Psychedelic drug use may be about as common now in the United States as it was in the 1960s generation, according to new data analysis. It seems that young Americans today are as apt to use substances like LSD and psilocybin during their lifetimes as their baby boomer parents were in their heyday.
Hallucinogens like LSD (lysergic acid diethylamide), psilocybin ("magic mushrooms"), mescaline, and peyote were popularized by countercultural members of the American "baby boom" generation during the 1960s, promoted as a means of expanding consciousness and introspection.
Such substances alter mood and perception by stimulating brain receptors of the neurotransmitter serotonin, which can cause hallucinations, sensory distortions, confusion, and intense emotions. They are valued by recreational users for what LSD inventor Albert Hoffman called "an inner joy" and "open mindedness."
In the United States, such drugs have been banned as Schedule I controlled substances since the Controlled Substances Act of 1970, which found no medical value and a high potential for abuse in psychedelics.
In recent years, however, researchers have identified psychedelic drugs as promising therapeutic agents for conditions as varied as alcoholism, PTSD, major depression, anxiety, and impending death. Activists suggest that laws restricting their use were a hasty reaction to the cultural upheaval of the 1960s, and should be revised in light of their apparent scientific merit.
Neuroscientists from the Norwegian University of Science and Technology decided to investigate how the prevalence of recreational psychedelic drug use has persisted in the United States over time, despite such restrictive laws.
In their research, they distinguished the use of psychedelics like LSD, psilocybin, and mescaline, which have similar effects because they act primarily on the serotonin 2A receptor in the brain, from other drugs commonly called hallucinogens like MDMA ("ecstasy) or ketamine, which have different mechanisms of action.

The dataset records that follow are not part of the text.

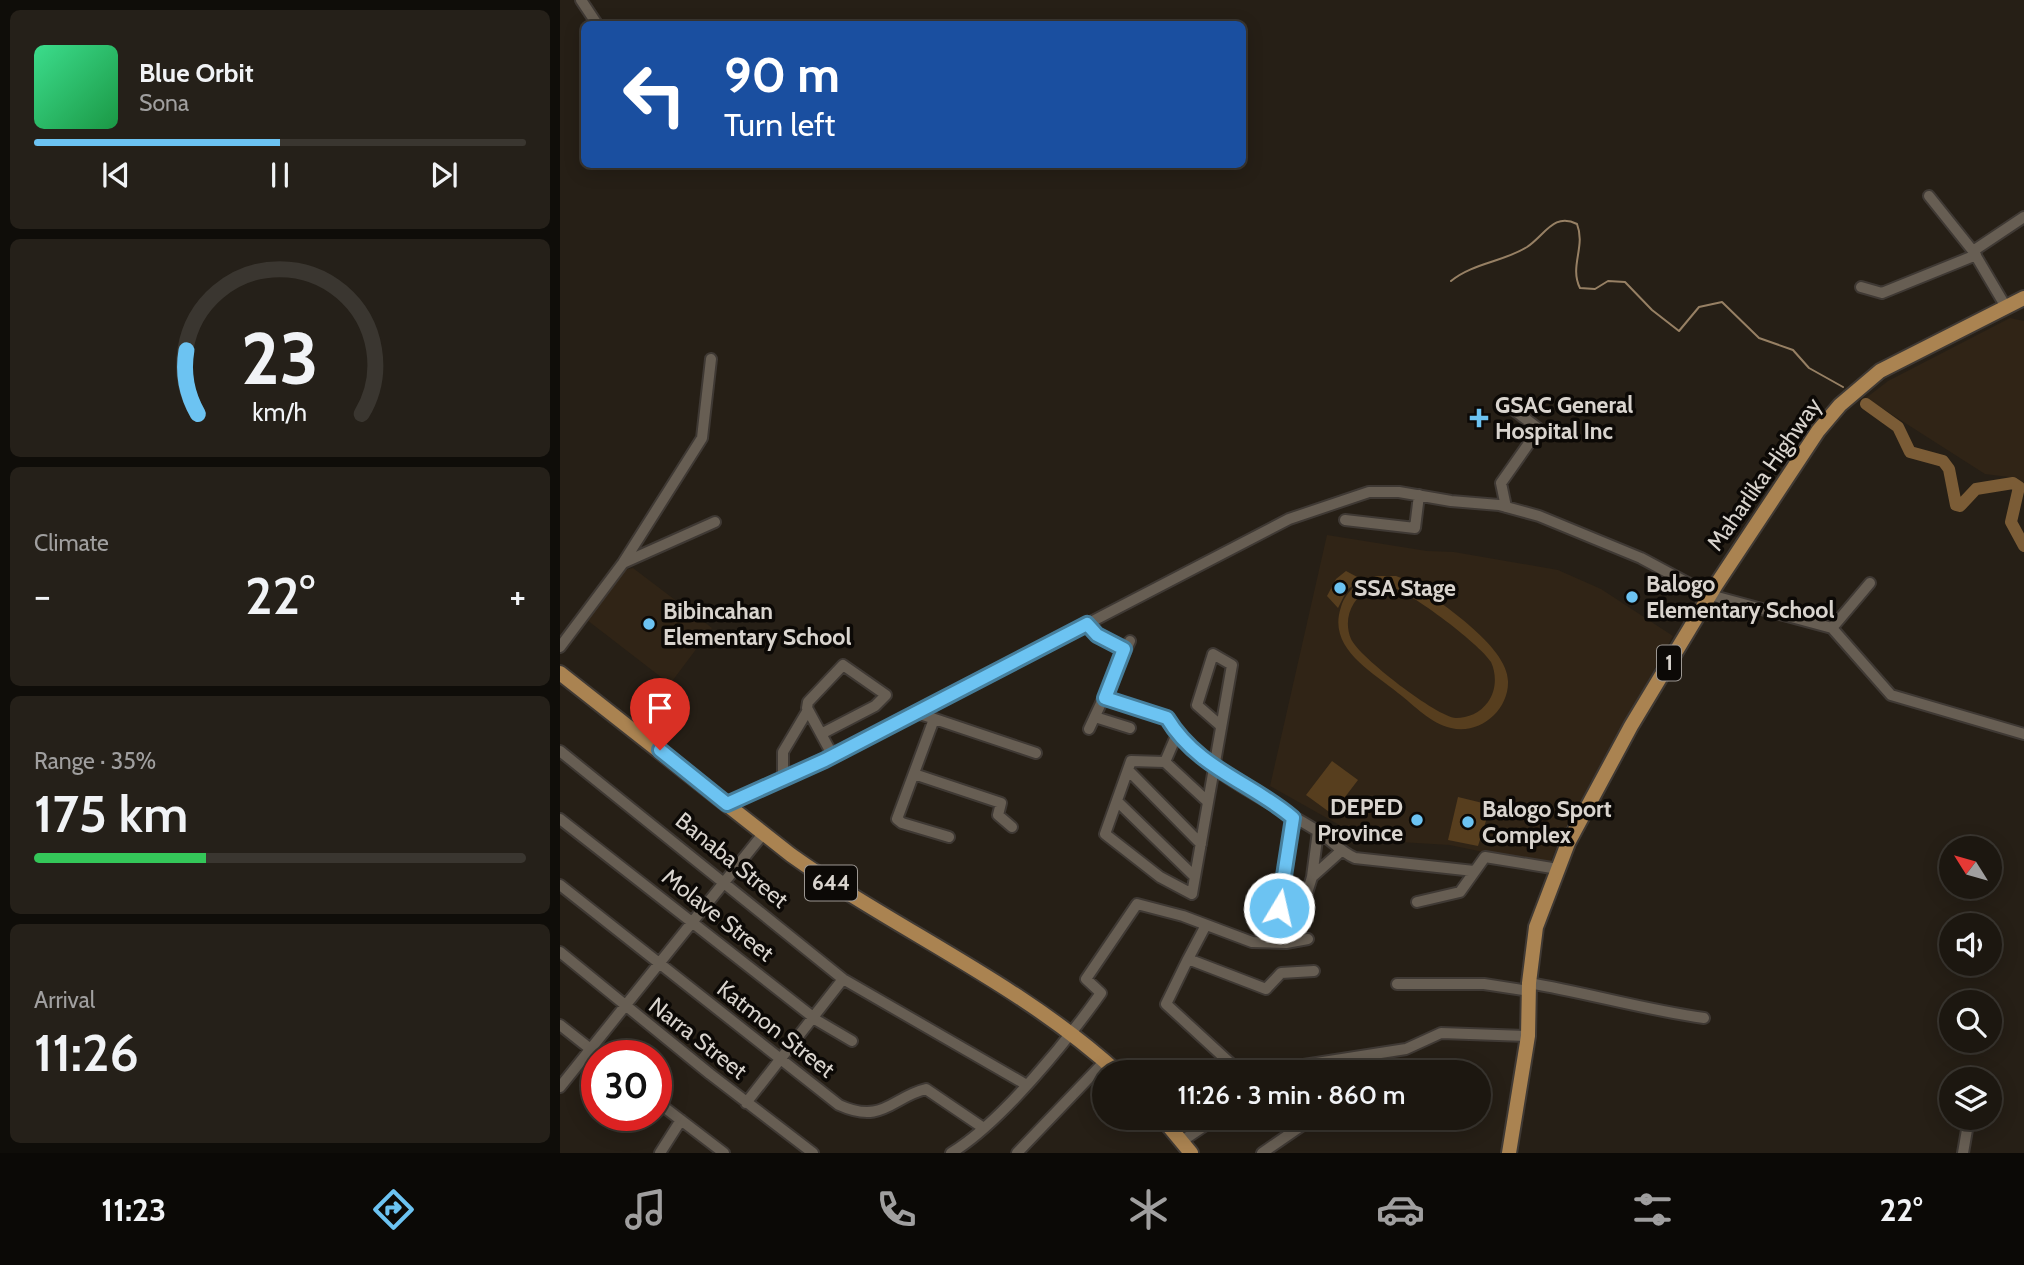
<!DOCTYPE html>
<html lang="en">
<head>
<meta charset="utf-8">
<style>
	:root { --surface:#1c1710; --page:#252019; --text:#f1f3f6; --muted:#a09f9f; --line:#3a3630; --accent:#6cc3f2 }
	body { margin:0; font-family:Cabin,sans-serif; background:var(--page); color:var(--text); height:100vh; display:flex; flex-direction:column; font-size:26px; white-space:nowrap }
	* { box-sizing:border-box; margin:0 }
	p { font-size:23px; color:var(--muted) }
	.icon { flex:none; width:38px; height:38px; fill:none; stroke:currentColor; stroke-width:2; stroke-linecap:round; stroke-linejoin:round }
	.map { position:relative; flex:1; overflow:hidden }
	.details { display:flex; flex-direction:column; gap:10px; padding:10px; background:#0f0d09; width:560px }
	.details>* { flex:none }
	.banner { position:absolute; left:21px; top:21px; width:665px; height:147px; border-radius:10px; box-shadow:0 4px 18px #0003,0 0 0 2px var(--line); background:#1a4fa0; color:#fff; overflow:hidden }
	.needle { width:46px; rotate:307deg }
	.controls { position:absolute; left:1379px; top:836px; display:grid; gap:14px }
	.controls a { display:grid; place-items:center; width:63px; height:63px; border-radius:50%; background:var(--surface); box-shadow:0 4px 18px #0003,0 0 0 2px var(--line); font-size:35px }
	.speed { position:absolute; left:21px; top:1040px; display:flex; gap:14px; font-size:35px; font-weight:700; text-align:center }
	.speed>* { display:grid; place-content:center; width:91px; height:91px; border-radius:50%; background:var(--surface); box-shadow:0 4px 18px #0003,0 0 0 2px var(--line); line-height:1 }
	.speed .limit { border:10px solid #d22; background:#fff; color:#111 }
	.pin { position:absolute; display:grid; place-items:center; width:60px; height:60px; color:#fff; margin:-72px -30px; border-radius:50% 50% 50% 0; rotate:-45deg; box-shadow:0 0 7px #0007 }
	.pin .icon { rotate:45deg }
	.me { position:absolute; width:77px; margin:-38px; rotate:9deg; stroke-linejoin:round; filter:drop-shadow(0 0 5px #0008) }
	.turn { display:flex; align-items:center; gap:24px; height:147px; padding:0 28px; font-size:32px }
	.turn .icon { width:91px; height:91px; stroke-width:2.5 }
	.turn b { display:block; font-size:49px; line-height:60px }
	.big { font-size:52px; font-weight:600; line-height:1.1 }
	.details .card { flex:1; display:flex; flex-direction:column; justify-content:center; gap:10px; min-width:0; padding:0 24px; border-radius:10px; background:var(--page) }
	.details .dial { align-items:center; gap:0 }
	.dial svg { height:182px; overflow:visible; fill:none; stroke:var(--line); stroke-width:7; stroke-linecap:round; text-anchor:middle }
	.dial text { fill:var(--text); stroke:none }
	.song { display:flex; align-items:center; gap:21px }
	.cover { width:84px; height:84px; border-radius:10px; background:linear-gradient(135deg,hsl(150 70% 55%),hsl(140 70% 35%)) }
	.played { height:7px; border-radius:4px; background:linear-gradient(90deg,var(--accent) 50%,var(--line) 50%) }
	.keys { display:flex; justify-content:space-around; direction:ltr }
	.heat { display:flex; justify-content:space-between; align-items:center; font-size:38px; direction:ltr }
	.charge { height:10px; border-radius:5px; background:linear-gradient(90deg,#34c759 35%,var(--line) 0) }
	.trip { position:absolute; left:532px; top:1060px; width:399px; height:70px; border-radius:35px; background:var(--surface); box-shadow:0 4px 18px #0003,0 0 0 2px var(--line); font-weight:600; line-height:70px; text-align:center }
	.tab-bar { display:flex; height:112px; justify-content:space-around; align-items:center; background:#0b0906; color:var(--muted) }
	.tab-bar .icon { width:49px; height:49px }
	.tab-bar .on { color:var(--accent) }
	.tab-bar b { font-size:32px; color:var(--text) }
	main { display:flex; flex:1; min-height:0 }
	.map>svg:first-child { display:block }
</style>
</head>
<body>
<main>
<section class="details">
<div class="card">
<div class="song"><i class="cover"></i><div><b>Blue Orbit</b><p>Sona</p></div></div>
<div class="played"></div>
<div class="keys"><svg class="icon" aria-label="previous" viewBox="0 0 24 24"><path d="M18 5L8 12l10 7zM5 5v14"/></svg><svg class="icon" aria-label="pause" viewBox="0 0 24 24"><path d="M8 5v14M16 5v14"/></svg><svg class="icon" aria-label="next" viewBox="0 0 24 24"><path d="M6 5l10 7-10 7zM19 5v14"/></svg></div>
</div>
<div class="card dial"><svg viewBox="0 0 100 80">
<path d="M14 69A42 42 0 1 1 86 69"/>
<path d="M14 69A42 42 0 0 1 9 41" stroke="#6cc3f2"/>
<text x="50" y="56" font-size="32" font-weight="700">23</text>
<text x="50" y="72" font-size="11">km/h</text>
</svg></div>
<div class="card"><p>Climate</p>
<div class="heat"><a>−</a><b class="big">22°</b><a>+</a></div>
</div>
<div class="card"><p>Range · 35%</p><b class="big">175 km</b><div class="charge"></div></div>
<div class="card"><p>Arrival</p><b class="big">11:26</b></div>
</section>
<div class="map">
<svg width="1464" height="1153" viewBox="0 0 1464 1153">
	<rect width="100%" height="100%" fill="#261f16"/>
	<path fill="#302416" d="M1450,318L1464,321V483L1457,478L1425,474L1306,398L1328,381Z
		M767,535L867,551L894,552L998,570L1041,589L1113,636L1001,836L989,866L890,845L806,840L710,786Z
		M73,568L152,628L110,684L27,620L63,570Z"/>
	<path fill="#573e1e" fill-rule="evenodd" d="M786,571L801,579L787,590L778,608L767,596L776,579Z
		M815,576H836L849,581C877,600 948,646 948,681C949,710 920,735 891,728C871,724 854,705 838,693C811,671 767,648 781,607C786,590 800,581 815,576ZM825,585C845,587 920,644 931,662C937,675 936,691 928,702C920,713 908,718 896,718C877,717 799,657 791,639C786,627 787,614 794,603C801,592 812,587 825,585Z
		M772,761L798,780L772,814L746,795Z
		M898,797L931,805L918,846L888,840Z"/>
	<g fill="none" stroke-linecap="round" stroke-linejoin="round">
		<path stroke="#978064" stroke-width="2" d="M891,281C913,263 943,262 967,247C985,235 994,212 1017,224C1026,247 1009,266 1020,288L1035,289L1048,281L1065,282L1092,310L1119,331L1139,307L1162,302L1199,338L1233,350L1249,368L1283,387"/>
		<path stroke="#7b5c36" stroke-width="12" d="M1306,404L1338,427L1350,452L1383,461L1389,469L1396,505L1400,506L1416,489L1453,483L1459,487L1451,522L1464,546"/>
		<g stroke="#3f3934" stroke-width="14">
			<path id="minor" d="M21,0L37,24
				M1369,196L1413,251L1446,307
				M1413,251L1464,217
				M1301,287L1322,293L1416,255
				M946,507L941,483L979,429L950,407
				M785,520L855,528L859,495
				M63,563L155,522
				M528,624L537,635L564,649
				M1272,628L1310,583
				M0,647L63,563L142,438L151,359
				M545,698L607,718C639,772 705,798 756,830C771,839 779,851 795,858L914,871
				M357,713L476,753
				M535,717L570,728
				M374,719L337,819L342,823L389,837
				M529,729L570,641
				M261,734L315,706L326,695L283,665L248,702L247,708L273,756
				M617,734L605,762L571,761L545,834L600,877L632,894L672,665L653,654L637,705L661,726
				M0,751L283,979L465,1084
				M605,762L647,801
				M568,770L641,844
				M354,774L441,803L438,815L452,827
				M223,779V752L248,710
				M558,802L635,877
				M167,804L265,760L729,519L809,492H839L891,501L939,505L979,516L1081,558L1150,595L1272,628L1331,695L1464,734
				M733,818L719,908L743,906L752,877L780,852
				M0,819L258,1021L292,1041
				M752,877L758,831
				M0,885L279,1105C323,1125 332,1097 366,1089L422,1127
				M857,902L900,892L925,857L998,869
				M0,952L150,1074L253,1153
				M628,959L646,925
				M969,983C1028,993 1085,1010 1144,1018
				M837,984H924L969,991
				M0,1025L38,1055
				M681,1073L606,1004L628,959L706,989L721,973L754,971
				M723,1073L731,1067L846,1049L881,1033L968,1036
				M0,1087L203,834
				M96,1101L164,1153
				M186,1103L283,979
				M805,1118L821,1123
				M622,1141L656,1118
				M100,1153L121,1120
				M391,1153C441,1123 507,1041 541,993L526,979L577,904L623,916L692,942L726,943L748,939
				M457,1153L545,1061
				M702,1153L753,1118
				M1403,1153L1409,1118"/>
		</g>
		<g stroke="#3f3934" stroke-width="18">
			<path id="major" d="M0,673L231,855C338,931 461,984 558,1073
				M602,1118L631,1153
				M949,1153L968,1036L969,983L976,927L1008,843L1071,726L1156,585L1258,431L1280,405L1320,371L1464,298"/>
		</g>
		<use href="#minor" stroke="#675e53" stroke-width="10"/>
		<use href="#major" stroke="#aa8351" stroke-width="14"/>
	</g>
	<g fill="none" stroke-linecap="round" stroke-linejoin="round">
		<g stroke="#467f9d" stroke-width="18">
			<path id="route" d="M100,750L167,804L265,760L527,624L537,635L564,649L545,698L607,718C638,769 691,782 733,818L719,908"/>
		</g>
		<use href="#route" stroke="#6cc3f2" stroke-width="12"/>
	</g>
	<g fill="#6cc3f2" stroke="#0c0906" stroke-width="2.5">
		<path d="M915.5 407.5h7v7h7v7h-7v7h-7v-7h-7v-7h7z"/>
		<circle cx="780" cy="588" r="7"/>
		<circle cx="1072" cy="597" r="7"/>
		<circle cx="89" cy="624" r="7"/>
		<circle cx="857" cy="820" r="7"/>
		<circle cx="908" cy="822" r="7"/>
	</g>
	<g text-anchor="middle" stroke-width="7" stroke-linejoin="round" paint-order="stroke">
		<g fill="#0c0906" stroke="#9c9792" stroke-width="2">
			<rect x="1097" y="645.5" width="24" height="35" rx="5"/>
			<rect x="245" y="865.5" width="52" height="35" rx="5"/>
		</g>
		<g font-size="21" font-weight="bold" fill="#d9d4ce">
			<text x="1109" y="670">1</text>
			<text x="271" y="890">644</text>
		</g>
		<g font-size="23" font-weight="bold" fill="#d9d4ce" stroke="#0c0906" text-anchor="start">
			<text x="935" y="413">GSAC General<tspan x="935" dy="26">Hospital Inc</tspan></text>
			<text x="1086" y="592">Balogo<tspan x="1086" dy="26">Elementary School</tspan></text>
			<text x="794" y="596">SSA Stage</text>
			<text x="103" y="619">Bibincahan<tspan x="103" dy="26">Elementary School</tspan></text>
			<text x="843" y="815" text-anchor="end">DEPED<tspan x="843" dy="26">Province</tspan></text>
			<text x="922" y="817">Balogo Sport<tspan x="922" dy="26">Complex</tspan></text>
		</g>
		<g font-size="23" fill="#d9d4ce" stroke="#0c0906">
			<text transform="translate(1204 474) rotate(-55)" y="8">Maharlika Highway</text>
			<text transform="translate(172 860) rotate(39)" y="8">Banaba Street</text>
			<text transform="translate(158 915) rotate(38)" y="8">Molave Street</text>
			<text transform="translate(216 1029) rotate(38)" y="8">Katmon Street</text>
			<text transform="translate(138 1038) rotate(38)" y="8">Narra Street</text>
		</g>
	</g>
</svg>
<div class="controls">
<a><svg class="needle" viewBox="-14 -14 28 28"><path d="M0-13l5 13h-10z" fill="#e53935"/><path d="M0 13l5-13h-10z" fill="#a09f9f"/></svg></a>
<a><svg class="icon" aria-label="sound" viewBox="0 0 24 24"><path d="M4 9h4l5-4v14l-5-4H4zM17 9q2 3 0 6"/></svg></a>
<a><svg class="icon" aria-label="search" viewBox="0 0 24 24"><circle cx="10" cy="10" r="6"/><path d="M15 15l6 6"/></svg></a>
<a><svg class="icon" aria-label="layers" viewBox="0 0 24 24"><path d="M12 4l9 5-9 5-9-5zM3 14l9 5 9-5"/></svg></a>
</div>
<div class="speed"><div class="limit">30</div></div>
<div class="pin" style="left:100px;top:750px;background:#d93025"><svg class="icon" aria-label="arrive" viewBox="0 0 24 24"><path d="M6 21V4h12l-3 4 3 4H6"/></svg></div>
<svg class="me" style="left:719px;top:908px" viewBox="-20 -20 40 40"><circle r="17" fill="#6cc3f2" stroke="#fff" stroke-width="3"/><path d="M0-11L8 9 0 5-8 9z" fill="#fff"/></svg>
<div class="trip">11:26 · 3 min · 860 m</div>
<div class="banner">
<div class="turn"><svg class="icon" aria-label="left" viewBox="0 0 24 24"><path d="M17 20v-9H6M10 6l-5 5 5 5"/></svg><div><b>90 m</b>Turn left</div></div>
</div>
</div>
</main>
<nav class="tab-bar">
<b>11:23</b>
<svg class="icon on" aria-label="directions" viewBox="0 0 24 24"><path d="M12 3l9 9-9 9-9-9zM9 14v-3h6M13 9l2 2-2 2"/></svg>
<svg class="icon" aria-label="music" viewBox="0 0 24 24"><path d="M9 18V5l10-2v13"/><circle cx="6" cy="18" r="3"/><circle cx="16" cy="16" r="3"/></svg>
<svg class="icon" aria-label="phone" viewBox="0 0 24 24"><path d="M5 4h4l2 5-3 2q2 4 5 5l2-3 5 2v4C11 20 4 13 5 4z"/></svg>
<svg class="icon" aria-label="climate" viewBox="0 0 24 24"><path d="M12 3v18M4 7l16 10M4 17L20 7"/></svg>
<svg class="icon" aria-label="car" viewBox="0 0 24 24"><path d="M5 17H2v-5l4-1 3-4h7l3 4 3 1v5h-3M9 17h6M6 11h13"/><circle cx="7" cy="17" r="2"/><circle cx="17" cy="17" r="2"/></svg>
<svg class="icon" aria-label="filters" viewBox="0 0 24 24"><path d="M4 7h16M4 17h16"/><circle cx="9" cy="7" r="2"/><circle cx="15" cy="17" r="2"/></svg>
<b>22°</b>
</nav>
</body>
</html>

"Psychedelics are different from other drugs, in that they are not known to be physically harmful or cause addiction or compulsive use," said researchers Teri S Krebs and Pål-Ørjan Johansen in a news release. "Experts agree that psychedelics are less harmful than alcohol and most other recreational drugs, although psychedelics can elicit anxiety and confusion during the drug effects."
They examined data from the 2010 National Survey on Drug Use and Health (NSDUH), which surveyed 57,873 randomly selected Americans about their drug history, in order to determine the lifetime use of psychedelic drugs in that representative sample of the American population.
The results, published in F1000Research last month, indicate that about 32 million Americans have used any psychedelic drugs at least once in their lifetimes— about 17 percent of all American adults between the ages of 21 and 64. The survey data do not specify when in their lifetimes respondents used such drugs.
"Overall rates of lifetime psychedelic use are roughly the same among the 'baby boomers' and younger adults," wrote the researchers, and the drugs continue to be widely used in the United States and worldwide.
Lifetime psychedelic drug use among baby boomers aged 50 to 64 was on par with that of younger adults aged 21 to 25, about 15 percent. The highest rate was among adults aged 30 to 34- over 20 percent. Adults over the age of 65 largely missed the advent of psychedelic drugs in popular culture, since only 1 percent reported using them.
Men were more likely to have used psychedelics than women, regardless of age categories.
There were, however, generational differences in the types of psychedelic drugs most commonly used. LSD, mescaline, and peyote were more common among older adults, while younger adults were more likely to use psilocybin mushrooms.
The researchers attribute the difference to the rising worldwide use of psilocybin since the 1970s. A 2009 paper suggested that this increase is due to the wide availability of information about how to cultivate the mushrooms, compared to what previous generations had access to.
Krebs and Johansen conclude that psychedelic drugs have not declined in popularity among young Americans since the 1960s. Their conclusion seems to highlight the value of recreational use over scientific potential:
"People often report mystical experiences as a major reason for using psychedelics," they said in the news release. "Archaeological evidence shows that psychedelic plants have been used in the Americas for over 5000 years, and currently around 300,000 people in the US enjoy a recognized religious freedom right to use psychedelics."